Devante pretended to be a kidnap victim as well until the shots started and he saw that the panicked gang members had opened fire on a policeman at ground level.

That's when he realized it was all going to hell and ran. He hadn't been seen since, but Jefferson would find him. He had to. Disloyalty could not be tolera---.

"Boy get yo' narrow ass out of that chair and get in this car!"

Startled, Jefferson realized that his temporary bodyguards had stepped back a respectful distance to make room for Cletus B. Williams, a man some of them had known nearly two decades earlier as OGC, or Original Gangster Cle'.

He may have been out of the game, but its rules dictated that unless he "sold out" he would always be afforded the respect and reverential fear his once ferocious reputation and questionable activities had earned him.

To Williams' right stood Jefferson's mother, arms crossed, one foot tapping impatiently as she chewed a piece of gum like the treat had offended her.

Backstrom, still wearing bib overalls, flanked Katrina Jefferson on one side, and on the other was a woman Jefferson didn't recognize. But he did recognize the look on her face. She was comfortable in the company of this bunch - cop, reformed-but-still-dangerous gangster, and long-suffering mother. And the look on her face suggested that she'd have felt as comfortable as his own mother putting a precocious young man in his place.

None of them appeared to be in the mood for backtalk. And for the first time since he was eight years old, Agamemnon Jefferson I, felt intimidated by adults.

He stood slowly, hung his head, and walked toward the open rear door of Backstrom's custom ride.

"You going away for a little while, son," Williams said. "It's for your own good. And smart as you are, I think you know it. Ya momma tells me you been planning an exit for a while now. Well, it's time you took it. But there's one thing you gotta do first."

Jefferson was exhausted. His uncle was right. He really didn't want to be a criminal mastermind. Beneath the layers, he wanted two things: to be left alone and to be rich.

And on the opposite side of the coin that Gonzalez had flipped, Jefferson could debate or defend later the morality of getting away scot-free.

If nothing else, Jefferson should be happy that after all that had happened, no one in the Chicago press corps —not even me— had been able to credibly tie him to criminal activity.

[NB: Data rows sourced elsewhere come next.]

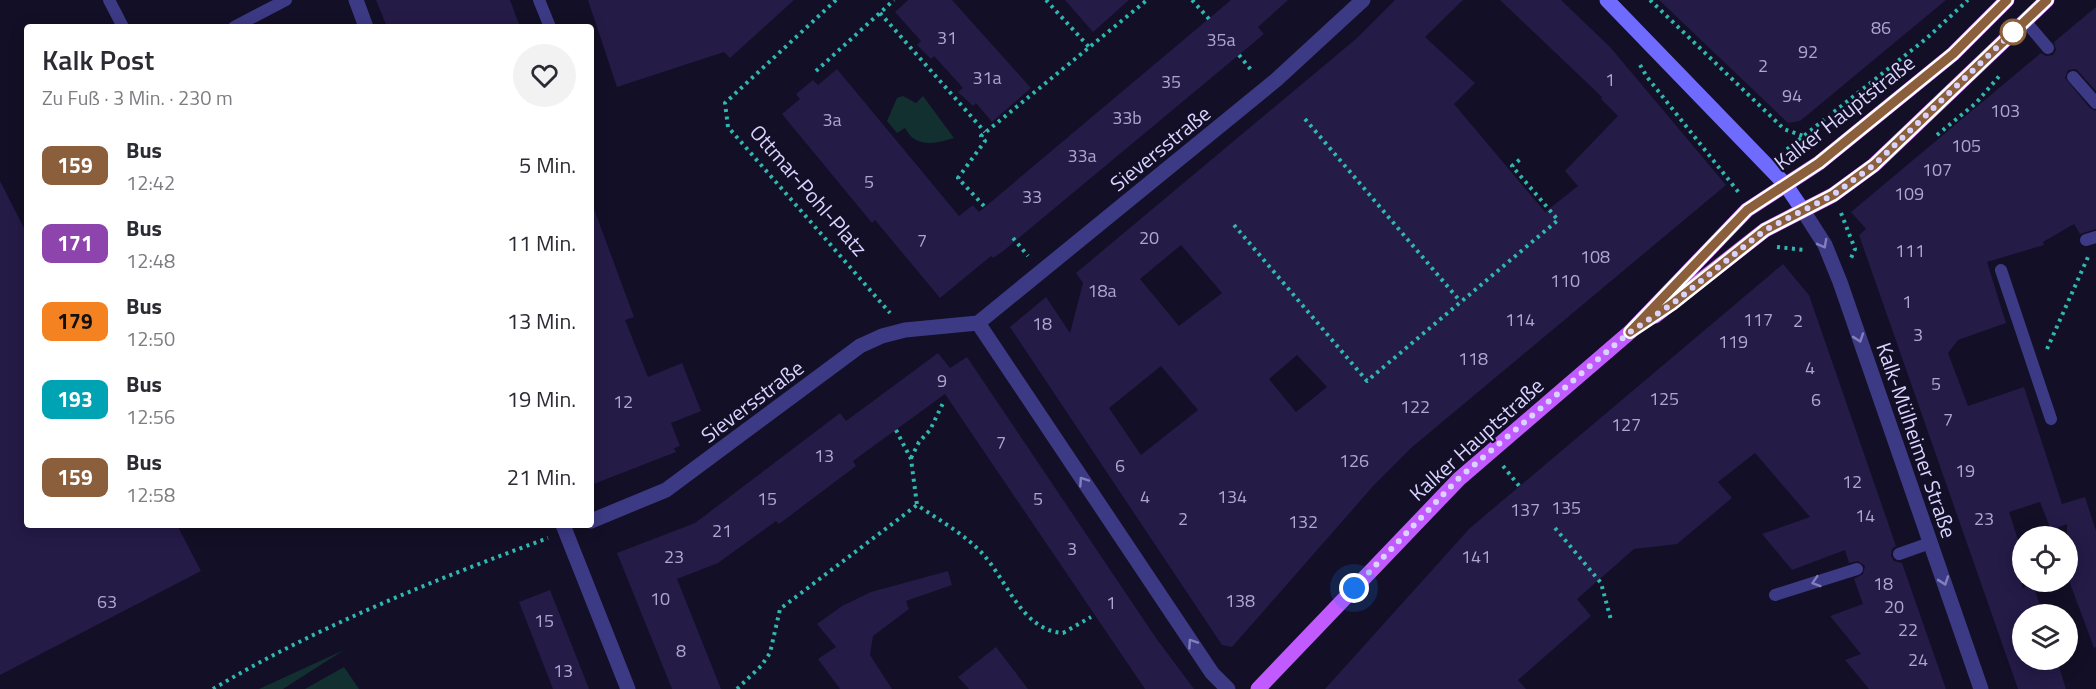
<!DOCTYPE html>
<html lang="de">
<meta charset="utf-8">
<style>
:root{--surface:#fff;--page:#f2f2f3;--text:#2b2b33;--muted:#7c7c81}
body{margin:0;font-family:"Titillium Web",sans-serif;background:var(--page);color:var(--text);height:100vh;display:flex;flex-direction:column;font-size:22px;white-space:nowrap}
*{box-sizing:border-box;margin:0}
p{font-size:20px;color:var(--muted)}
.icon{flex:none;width:33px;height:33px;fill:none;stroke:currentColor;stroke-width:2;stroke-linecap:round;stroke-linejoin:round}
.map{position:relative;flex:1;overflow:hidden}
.panel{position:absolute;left:24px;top:24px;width:570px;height:504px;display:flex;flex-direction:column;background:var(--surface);border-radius:6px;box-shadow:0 3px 15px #0003}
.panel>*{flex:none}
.badge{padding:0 12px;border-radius:9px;font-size:21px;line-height:39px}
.fabs{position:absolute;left:2012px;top:526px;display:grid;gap:12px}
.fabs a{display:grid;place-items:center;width:66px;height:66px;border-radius:50%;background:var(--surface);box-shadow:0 3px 15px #0003;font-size:30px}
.you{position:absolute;width:30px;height:30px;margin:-15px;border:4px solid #fff;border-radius:50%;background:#1a73e8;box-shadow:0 0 0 9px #1a73e833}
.map>.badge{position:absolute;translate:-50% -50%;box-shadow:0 0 0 3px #fff}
.round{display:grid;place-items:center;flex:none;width:63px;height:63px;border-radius:32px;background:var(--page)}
.head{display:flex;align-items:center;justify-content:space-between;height:102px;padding:0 18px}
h1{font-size:28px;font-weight:600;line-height:45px}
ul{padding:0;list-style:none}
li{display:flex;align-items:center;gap:18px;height:78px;padding:0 18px}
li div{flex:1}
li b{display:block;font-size:22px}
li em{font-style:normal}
li .badge{min-width:66px;font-weight:700;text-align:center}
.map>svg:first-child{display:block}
.green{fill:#12302f}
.building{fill:#241b47;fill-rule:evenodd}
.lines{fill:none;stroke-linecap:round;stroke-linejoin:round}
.path{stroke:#2fb8b0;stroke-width:4;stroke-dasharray:3 4.5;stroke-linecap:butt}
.lane{stroke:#3d3a85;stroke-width:12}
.street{stroke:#3d3a85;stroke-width:15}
.secondary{stroke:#6f6bff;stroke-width:15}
.primary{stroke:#c25bff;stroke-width:15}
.oneway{stroke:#837fbc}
.line-casing{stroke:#fff;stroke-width:14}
.line{stroke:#8b5e3c;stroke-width:9}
.walk{stroke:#d9d4ff;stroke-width:6;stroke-dasharray:0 10.8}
.stop-dot{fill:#fff;stroke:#8b5e3c;stroke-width:3}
.labels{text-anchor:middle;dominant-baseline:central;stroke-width:4.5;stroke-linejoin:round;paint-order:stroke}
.number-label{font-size:18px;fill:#aca6d1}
.street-label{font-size:21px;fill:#d9d4ff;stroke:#130f26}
</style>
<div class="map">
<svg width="2096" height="689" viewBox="0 0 2096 689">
<rect width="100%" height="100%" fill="#130f26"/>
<!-- green -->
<path class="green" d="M903,96L916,103L923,96L954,138C936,144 915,148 905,128L897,133L887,121L897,98Z
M344,650L283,689H258H259Z
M344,667L359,689H305Z"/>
<!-- building -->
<path class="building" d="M376,0H510L520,27H387Z
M588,0H794L730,58L724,52L617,87Z
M908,0H952L1031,88L992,122L976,103L973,106L958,92L963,88L934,56L931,59L917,45L921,41L895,12Z
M1065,0H1129L1093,32Z
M1231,0H1288L1258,27L1264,34L1002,252L993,258L991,256L940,298L875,220L872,223L782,114L800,99L796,94L813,80L818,85L837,69L959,216L973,205L979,212Z
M1395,0H1463L1425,37L1475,83L1454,104L1545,212L1578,186L1565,171L1618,116L1601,99L1602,97L1500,0H1561L1610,47L1726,185L1411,448L1375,484L1232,647L1222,645L1010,327L1046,297L1070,333L1083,283L1076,273L1357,38ZM1181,245L1222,293L1179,326L1140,279ZM1297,355L1327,387L1296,412L1269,379ZM1161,366L1198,410L1141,455L1109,408Z
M1659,0H1946L1800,121L1788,123Z
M2096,7V91L2076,69L2068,70L2065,78L2090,108L2096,111V229L2080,234L2074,224L2043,242L2044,245L1987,262L2006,323L1958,340L1948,353L1968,406L2024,387L2062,504L2085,497L2096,531V647L2094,648L2067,575V524L2051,530L2040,502L2009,512L2022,552V588L2033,584L2043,615H2022V660H2057L2066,689H2018L1859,235L1866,229L1851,212L2041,53L2046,56L2053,55L2056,50L2054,42Z
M0,181L27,234V525H177L201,571L0,675Z
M594,209L634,317L625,320L648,377L682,363L701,411L671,423L680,446L674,448L676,452L591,485V210Z
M1783,264L1809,295L1896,546L1892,549L1891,556L1894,561L1902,563L1946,689H1869L1845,660L1861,654L1830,616L1863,604L1854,579L1863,574L1865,566L1858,561L1849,563L1845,550L1792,570L1762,534L1810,517L1755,453L1718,482L1732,498L1677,544L1634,549L1577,599L1591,616L1518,680L1526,689H1325L1470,528Z
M938,353L950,368L967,357L1156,638L1194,689H1145L945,394L853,461L856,466L779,524L776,521L718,563L677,579L721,689H672L617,553L695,523L840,413L846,421Z
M948,571L952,585L906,601L909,609L873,636L870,655L892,689H840L818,659L836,647L817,624L842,606L871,592Z
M550,590L569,638L589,689H553L519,602Z
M996,647L1003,656L1028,689H969L958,677Z"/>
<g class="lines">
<!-- path -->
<path class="path" d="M836,0L725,103L728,127L890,313
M1046,0L1089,47
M1192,0L1209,19
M1650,0L1784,129L1803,136L1809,146
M880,13L985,132
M1239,55L1252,71
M1640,65L1647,77L1740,194
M816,71L894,0
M1305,119L1460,301
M1937,135L1976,103L2001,74
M1781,154L1927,38L1968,0
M984,206L958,178L985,141L981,136L1147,0
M1841,213L1855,249L1851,258
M1234,225L1367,381L1558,220L1512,166L1523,157
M1013,238L1028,256
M1777,247L1805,250
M2047,349L2088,257
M896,430L911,459L917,505
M911,458L919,442L930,430L944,401
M1503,466L1520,487
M1555,528L1601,583L1611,620
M213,689C318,626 434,580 548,538
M737,689L761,666L770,653L780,609L917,505C939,520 961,532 980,551C1007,578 1020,630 1063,633L1091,617"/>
<!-- lane -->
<path class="lane" d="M109,0L123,27
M539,0L550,27
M2025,21L2048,48
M234,27L286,0
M2073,77L2096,103
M2086,240L2096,237
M2001,270L2051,419
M1899,554L1930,543
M1775,595L1857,569"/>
<!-- street -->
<path class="street" d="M356,0L366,27
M1802,209L1825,245L1840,282L1981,689
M978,323L1212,673L1228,689
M591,521L666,490L860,346L882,336L905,330L978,323L1276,80L1363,0
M563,525L628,689"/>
<!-- secondary -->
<path class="secondary" d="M1607,0L1785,184L1802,209"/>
<!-- primary -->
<path class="primary" d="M1655,316L1765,230L1833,195L1874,165L2047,0
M1258,689L1459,479L1630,332L1747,210L1819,163L1953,54L2007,0"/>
</g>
<!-- one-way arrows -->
<defs><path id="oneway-chevron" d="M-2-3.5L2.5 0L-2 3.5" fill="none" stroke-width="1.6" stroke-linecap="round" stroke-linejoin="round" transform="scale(1.5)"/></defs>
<g class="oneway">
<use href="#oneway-chevron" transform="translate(1823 244) rotate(62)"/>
<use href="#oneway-chevron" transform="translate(1859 338) rotate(71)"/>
<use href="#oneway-chevron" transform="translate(1083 481) rotate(-124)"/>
<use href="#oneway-chevron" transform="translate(1944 581) rotate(71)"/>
<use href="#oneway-chevron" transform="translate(1816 582) rotate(163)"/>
<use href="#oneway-chevron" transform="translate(1192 643) rotate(-124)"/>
</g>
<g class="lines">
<!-- line casing -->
<g class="line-casing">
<path id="line" d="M2007,0L1953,54L1819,163L1747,210L1630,332L1672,304L1765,230L1833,195L1874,165L2047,0"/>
</g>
<!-- line -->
<use href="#line" class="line"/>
<!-- walk -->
<path class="walk" d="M1354,588L1459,478L1630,332L1672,304L1765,230L1833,195L1874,165L2013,32"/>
</g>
<!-- markers -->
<circle class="stop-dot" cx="2013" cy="32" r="12"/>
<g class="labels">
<!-- number labels -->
<g class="number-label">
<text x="1881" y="27">86</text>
<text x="947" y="37">31</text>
<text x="1221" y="39">35a</text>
<text x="1808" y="51">92</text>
<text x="1763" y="65">2</text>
<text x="987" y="77">31a</text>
<text x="1610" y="79">1</text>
<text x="1171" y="81">35</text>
<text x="1792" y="95">94</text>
<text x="2005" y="110">103</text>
<text x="1127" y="117">33b</text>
<text x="832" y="119">3a</text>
<text x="1966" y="145">105</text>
<text x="1082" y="155">33a</text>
<text x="1937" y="169">107</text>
<text x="869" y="181">5</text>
<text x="1909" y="193">109</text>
<text x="1032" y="196">33</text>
<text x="1149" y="237">20</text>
<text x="922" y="240">7</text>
<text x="1910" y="250">111</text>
<text x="1595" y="256">108</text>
<text x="1565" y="280">110</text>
<text x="1102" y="290">18a</text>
<text x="1907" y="301">1</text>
<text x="1520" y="319">114</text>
<text x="1758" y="319">117</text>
<text x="1798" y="320">2</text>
<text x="1042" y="323">18</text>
<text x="1918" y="334">3</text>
<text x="1733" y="341">119</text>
<text x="1473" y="358">118</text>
<text x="1810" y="367">4</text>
<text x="942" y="380">9</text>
<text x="1936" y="383">5</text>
<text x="1664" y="398">125</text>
<text x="1816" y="399">6</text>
<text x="623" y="401">12</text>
<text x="1415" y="406">122</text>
<text x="1948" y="419">7</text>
<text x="1626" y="424">127</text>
<text x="1001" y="442">7</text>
<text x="824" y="455">13</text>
<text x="1354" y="460">126</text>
<text x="1120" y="465">6</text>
<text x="1965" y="470">19</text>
<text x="1852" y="481">12</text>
<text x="1145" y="496">4</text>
<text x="1232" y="496">134</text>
<text x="767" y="498">15</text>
<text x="1038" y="498">5</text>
<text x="1566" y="507">135</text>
<text x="1525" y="509">137</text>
<text x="1865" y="515">14</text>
<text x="1183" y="518">2</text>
<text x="1984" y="518">23</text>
<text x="1303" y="521">132</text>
<text x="722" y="530">21</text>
<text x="1072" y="548">3</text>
<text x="674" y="556">23</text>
<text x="1476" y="556">141</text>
<text x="1883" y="583">18</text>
<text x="660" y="598">10</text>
<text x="1240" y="600">138</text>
<text x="107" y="601">63</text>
<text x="1111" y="602">1</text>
<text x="1894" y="606">20</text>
<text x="544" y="620">15</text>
<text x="1908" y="629">22</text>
<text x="681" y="650">8</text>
<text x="1918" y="659">24</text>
<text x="563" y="670">13</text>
</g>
<!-- street labels -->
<g class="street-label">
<text transform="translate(1844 112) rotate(-38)">Kalker Hauptstraße</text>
<text transform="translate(1160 148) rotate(-39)">Sieversstraße</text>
<text transform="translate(809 190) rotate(49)">Ottmar-Pohl-Platz</text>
<text transform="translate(752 401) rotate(-37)">Sieversstraße</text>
<text transform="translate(1476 439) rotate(-42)">Kalker Hauptstraße</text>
<text transform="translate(1917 440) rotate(71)">Kalk-Mülheimer Straße</text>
</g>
</g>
</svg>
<div class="fabs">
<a><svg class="icon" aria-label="locate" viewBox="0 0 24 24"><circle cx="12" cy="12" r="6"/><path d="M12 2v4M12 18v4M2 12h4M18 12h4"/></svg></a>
<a><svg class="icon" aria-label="layers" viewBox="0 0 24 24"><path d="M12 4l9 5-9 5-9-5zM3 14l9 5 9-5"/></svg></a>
</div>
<div class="you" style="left:1354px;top:588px"></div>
<section class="panel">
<div class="head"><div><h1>Kalk Post</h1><p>Zu Fuß · 3 Min. · 230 m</p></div><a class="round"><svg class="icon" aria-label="heart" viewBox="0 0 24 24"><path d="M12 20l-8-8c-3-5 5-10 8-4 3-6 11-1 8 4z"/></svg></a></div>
<ul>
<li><span class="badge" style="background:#8b5e3c;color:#fff">159</span><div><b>Bus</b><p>12:42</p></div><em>5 Min.</em></li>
<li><span class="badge" style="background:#8e44ad;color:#fff">171</span><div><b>Bus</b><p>12:48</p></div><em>11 Min.</em></li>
<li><span class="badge" style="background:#f58220;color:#111">179</span><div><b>Bus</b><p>12:50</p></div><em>13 Min.</em></li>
<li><span class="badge" style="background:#00a3b4;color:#fff">193</span><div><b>Bus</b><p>12:56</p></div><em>19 Min.</em></li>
<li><span class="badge" style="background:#8b5e3c;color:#fff">159</span><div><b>Bus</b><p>12:58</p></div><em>21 Min.</em></li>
</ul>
</section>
</div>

And now, in the heat of a completely unexpected intervention, he had decided to walk away from his enterprise with several suitcases stuffed with millions in cash, along with a stack of documents for more than two dozen bank and investment accounts where the rest of his money was stashed. He would have to give up his beloved Volvo and classic Mustang muscle car, but his uncle had made arrangements to sell the hair supply business in Indiana that Jefferson had purchased to launder money. And the cars were the property of that business.

For the first time since his thirteenth birthday, Jefferson was giving serious thought to the question of what it meant to be a teenager, to enjoy being a teenager. And it surprised him how much the idea of enjoying his youth appealed to him.

"Where are we going and what do you need from me before we leave?"

"That's where I come in," Backstrom and the stranger both said almost simultaneously, raising a hand in greeting as they drove away.